At the center of any panel discussion, you’ll obviously find panelists. People in this role are present to speak about their experiences pertaining to a given topic. It’s fair to assume panelists are the main attraction of the event and will thus take up the largest portion of speaking time. If the panel is a success, the audience will experience a smooth, cooperative discussion between this group of speakers. But this type of collaboration doesn’t happen automatically onstage; it requires behind-the-scenes preparation—and the help of a great moderator to keep the conversation flowing.
What does it take to successfully moderate a panel discussion? As one expert writes for Entrepreneur, “These folks are great at improvisation, know a tremendous amount about any given subject, and understand what it takes to avoid facilitating an audience slumber party.” In other words, moderators serve as the link between panelists and audience members. It’s a highly important role that can make or break the quality of the panel.
Here are a few pro tips for moderating your next panel discussion successfully.
Prepare, Prepare, Prepare
Panelists are typically chosen for their expertise and unique points of view. Moderators are there to make sure they get to impart this wisdom to the audience. This requires organization, solid prompts and an understanding of what each panelist brings to the table. When a moderator knows little about the panelists—or, worse, makes a mistake during introductions or subsequent discussion—it’s insulting. It also calls into question the credibility of the entire event. Audience members may become confused or frustrated. For this reason, the first step is preparing, then preparing some more.
Depending on the exact nature of your panel, this may involve one or more of these actions:
- Set an objective, then communicate it to panelists.
- Study up on each of the panelists, including their relevant work.
- Distribute sample questions to panelists ahead of time.
- Outline a loose timeline and format for the discussion.
When all is said and done, there’s no such thing as being too prepared when you’re tasked with moderating.
Get the Audience Involved
The best panels are engaging from start to finish. Allowing audience members to slip into passive observer roles is dangerous territory; you may never earn back their attention. Poll Everywhere recommends panel moderation and interactivity should be your aim; meaning you’re prepared to get the audience involved in asking questions of panelists. How you handle the question-and-answer portion of the panel makes a huge difference in terms of final impact.
Simply put, passing the microphone is clunky. It allows only one person to speak at a time. It can also be difficult to hear or understand what someone is asking. A better strategy is using audience response technology, which allows viewers to send in comments and questions for panelists via their mobile devices. As the moderator, you can then choose the most relevant submissions for panelists to answer.

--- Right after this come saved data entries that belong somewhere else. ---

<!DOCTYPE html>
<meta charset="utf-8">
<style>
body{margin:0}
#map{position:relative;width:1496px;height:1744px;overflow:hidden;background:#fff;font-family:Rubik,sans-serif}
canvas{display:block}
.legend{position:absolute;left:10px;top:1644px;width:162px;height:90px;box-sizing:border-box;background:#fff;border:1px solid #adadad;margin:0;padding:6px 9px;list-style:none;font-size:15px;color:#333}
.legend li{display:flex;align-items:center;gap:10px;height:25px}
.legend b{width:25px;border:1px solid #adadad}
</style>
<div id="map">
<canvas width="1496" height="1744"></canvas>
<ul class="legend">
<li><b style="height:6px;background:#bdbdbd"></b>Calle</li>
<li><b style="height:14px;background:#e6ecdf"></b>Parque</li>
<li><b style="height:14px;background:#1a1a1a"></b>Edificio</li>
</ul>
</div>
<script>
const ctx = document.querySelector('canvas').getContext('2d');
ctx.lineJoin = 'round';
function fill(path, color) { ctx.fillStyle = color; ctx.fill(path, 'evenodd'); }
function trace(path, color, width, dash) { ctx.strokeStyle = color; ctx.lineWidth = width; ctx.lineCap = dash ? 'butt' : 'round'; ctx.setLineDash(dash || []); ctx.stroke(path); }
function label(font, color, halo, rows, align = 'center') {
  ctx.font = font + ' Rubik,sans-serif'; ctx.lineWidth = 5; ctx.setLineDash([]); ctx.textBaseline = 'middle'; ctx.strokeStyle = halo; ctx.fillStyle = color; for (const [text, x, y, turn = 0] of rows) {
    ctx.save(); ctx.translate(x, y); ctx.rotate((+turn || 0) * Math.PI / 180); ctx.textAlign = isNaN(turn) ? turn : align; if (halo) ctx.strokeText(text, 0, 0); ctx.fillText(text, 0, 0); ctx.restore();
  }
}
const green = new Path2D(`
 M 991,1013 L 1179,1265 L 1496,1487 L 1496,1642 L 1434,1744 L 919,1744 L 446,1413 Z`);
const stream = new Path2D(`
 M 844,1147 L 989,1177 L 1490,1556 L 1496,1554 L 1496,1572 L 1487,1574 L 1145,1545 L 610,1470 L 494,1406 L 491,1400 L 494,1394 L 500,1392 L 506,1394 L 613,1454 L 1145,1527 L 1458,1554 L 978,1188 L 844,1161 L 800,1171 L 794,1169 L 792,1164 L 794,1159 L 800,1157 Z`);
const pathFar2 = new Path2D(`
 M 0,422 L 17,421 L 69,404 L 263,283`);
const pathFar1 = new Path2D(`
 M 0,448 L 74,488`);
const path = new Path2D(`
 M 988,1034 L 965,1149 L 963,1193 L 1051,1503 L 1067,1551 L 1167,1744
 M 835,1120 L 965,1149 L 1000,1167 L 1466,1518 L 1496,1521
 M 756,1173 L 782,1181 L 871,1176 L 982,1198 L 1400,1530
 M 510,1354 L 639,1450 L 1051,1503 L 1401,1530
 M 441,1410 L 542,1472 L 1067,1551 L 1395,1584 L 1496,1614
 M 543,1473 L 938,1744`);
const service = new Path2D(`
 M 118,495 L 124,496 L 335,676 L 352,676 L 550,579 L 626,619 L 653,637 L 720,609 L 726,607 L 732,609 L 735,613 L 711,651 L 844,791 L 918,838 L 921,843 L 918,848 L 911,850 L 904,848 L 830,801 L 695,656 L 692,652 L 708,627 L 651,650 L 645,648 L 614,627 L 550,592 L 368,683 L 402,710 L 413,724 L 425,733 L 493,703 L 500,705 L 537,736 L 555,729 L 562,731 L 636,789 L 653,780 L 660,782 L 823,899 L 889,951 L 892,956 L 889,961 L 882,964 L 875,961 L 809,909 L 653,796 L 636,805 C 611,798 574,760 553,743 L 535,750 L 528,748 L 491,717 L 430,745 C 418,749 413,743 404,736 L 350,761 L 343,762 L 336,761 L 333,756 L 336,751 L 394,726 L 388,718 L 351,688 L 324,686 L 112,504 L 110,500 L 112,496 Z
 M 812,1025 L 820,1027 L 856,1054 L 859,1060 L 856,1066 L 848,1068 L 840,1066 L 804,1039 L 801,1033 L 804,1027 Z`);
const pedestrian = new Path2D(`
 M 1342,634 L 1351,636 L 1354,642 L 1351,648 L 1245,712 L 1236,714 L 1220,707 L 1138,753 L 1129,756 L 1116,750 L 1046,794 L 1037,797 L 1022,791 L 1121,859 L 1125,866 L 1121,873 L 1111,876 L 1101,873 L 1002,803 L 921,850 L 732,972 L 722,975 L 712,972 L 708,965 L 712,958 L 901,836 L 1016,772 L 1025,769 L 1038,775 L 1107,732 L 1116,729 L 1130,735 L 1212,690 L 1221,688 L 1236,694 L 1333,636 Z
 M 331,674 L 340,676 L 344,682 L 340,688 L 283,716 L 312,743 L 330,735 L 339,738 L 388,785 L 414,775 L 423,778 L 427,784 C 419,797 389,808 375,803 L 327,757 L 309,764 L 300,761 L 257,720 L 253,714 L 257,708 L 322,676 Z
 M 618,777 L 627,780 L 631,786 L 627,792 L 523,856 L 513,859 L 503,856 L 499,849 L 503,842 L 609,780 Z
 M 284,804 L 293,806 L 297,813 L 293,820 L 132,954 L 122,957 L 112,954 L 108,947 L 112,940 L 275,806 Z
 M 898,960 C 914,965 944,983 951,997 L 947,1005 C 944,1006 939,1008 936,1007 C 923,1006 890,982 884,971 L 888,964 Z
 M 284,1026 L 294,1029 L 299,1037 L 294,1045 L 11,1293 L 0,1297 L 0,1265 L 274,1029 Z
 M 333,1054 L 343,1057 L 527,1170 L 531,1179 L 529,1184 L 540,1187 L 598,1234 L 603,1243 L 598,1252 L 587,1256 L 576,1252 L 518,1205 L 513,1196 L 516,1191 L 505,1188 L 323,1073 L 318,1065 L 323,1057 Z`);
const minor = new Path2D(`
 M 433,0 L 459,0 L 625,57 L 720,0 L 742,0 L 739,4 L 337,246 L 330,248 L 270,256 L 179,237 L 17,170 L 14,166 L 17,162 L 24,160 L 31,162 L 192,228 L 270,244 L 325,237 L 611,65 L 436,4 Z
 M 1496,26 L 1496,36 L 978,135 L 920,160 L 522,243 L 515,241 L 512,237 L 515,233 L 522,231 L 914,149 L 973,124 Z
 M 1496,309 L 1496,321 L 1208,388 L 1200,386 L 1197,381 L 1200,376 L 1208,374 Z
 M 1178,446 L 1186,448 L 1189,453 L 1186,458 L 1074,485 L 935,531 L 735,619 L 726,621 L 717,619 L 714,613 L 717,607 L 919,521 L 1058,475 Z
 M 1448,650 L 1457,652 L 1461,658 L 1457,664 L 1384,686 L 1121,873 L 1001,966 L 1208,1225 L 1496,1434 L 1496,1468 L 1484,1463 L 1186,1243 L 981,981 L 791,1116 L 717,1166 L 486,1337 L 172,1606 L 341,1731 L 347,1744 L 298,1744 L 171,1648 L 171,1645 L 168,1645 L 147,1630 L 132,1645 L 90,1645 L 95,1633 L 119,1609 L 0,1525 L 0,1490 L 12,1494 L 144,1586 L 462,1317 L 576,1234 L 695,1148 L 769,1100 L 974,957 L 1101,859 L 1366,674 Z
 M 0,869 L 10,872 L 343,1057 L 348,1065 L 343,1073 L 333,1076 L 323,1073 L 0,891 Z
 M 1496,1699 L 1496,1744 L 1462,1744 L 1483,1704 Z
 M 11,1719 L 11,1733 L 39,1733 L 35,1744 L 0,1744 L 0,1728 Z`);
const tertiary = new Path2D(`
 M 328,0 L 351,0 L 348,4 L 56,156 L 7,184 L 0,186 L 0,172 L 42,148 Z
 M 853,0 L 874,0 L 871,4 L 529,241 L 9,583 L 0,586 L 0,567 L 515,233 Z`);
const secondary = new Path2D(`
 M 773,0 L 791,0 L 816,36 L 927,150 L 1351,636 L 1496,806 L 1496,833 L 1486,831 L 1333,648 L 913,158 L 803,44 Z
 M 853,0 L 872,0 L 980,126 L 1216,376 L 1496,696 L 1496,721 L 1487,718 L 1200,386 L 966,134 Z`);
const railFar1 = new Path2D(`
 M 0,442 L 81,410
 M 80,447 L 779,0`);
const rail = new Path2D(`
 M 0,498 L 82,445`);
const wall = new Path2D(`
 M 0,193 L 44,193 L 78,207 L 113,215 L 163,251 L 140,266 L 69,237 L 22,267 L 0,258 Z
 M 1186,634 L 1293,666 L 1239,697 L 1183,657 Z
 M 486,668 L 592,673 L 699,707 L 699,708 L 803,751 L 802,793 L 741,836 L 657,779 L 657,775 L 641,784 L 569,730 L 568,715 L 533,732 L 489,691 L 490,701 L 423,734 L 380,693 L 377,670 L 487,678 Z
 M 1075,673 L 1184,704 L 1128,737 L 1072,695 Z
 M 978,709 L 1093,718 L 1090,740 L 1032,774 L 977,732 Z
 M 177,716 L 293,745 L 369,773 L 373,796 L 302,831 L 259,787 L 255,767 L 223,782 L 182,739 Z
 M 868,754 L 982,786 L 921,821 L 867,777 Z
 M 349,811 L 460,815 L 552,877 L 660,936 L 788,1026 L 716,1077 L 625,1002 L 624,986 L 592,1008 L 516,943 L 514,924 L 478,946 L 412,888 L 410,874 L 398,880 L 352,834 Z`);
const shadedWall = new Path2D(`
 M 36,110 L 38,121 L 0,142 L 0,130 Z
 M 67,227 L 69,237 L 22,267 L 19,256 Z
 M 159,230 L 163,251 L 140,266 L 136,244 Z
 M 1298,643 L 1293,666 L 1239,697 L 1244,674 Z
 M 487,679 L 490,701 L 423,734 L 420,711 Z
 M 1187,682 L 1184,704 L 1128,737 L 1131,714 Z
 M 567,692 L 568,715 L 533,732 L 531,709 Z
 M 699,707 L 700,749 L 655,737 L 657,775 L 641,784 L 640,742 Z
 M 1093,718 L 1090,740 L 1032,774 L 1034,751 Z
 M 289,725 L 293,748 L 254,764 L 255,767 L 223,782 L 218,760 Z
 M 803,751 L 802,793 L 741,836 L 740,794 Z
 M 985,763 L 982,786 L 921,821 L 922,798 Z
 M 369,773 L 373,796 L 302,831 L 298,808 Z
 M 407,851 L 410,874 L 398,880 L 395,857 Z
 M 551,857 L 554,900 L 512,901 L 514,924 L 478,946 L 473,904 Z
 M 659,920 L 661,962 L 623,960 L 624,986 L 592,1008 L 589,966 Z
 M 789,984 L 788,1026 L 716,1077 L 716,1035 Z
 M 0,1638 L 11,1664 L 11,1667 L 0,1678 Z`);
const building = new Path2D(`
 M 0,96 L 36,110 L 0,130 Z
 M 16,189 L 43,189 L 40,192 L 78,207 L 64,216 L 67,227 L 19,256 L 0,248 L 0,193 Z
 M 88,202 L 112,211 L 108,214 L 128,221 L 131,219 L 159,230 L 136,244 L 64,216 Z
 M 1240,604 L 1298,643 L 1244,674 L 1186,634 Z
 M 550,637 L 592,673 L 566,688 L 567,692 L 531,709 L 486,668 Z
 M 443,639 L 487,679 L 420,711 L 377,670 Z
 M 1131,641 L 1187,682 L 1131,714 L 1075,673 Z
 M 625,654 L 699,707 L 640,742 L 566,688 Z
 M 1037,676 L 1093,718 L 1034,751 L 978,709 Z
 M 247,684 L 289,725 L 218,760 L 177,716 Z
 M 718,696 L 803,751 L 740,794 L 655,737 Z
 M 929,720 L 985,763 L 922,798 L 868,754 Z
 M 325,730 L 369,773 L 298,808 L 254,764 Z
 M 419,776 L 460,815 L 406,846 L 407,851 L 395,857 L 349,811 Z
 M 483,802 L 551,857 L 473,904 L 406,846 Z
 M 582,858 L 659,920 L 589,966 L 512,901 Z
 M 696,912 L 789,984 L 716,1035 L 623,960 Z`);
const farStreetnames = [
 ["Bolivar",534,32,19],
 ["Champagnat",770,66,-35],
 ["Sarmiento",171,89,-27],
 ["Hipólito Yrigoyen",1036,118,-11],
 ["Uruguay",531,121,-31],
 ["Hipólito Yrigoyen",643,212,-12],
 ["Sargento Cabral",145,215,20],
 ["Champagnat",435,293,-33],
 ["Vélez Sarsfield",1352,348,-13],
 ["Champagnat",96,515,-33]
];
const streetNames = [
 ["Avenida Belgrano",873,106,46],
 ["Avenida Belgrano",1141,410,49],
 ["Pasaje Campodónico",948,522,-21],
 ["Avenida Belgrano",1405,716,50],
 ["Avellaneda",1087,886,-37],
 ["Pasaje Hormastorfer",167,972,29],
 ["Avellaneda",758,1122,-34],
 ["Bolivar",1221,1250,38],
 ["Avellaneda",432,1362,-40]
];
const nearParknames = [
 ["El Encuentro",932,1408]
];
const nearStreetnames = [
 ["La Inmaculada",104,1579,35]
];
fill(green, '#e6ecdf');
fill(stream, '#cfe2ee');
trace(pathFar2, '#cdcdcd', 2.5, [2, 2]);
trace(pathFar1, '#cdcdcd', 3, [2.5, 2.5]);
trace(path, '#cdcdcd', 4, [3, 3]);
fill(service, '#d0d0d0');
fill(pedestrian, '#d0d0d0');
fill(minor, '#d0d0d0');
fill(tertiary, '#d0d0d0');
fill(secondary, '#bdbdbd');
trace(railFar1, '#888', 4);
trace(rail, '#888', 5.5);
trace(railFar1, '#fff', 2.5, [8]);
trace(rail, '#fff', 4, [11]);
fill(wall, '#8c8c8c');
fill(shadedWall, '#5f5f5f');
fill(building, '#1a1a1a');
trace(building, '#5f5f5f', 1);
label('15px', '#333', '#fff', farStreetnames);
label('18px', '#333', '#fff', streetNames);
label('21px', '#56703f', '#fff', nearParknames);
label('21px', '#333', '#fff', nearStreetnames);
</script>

Encourage Organic Conversation
Some structure is good, but you want to avoid an overly formulaic panel. Try this: Give panelists permission to respond to one another instead of expecting panelists to respond to only you, the moderator. This will help give the panel a more organic feel, like a true conversation instead of a repetitive series of answers. Of course, you may need to guide the discussion back on track if a certain question starts to eat up too much time.
These pro tips for moderating your next panel discussion will help you expertly serve as the go-between for audience members and panelists. Make sure you do your homework before the big event and be prepared to facilitate a lively and dynamic Q&A session.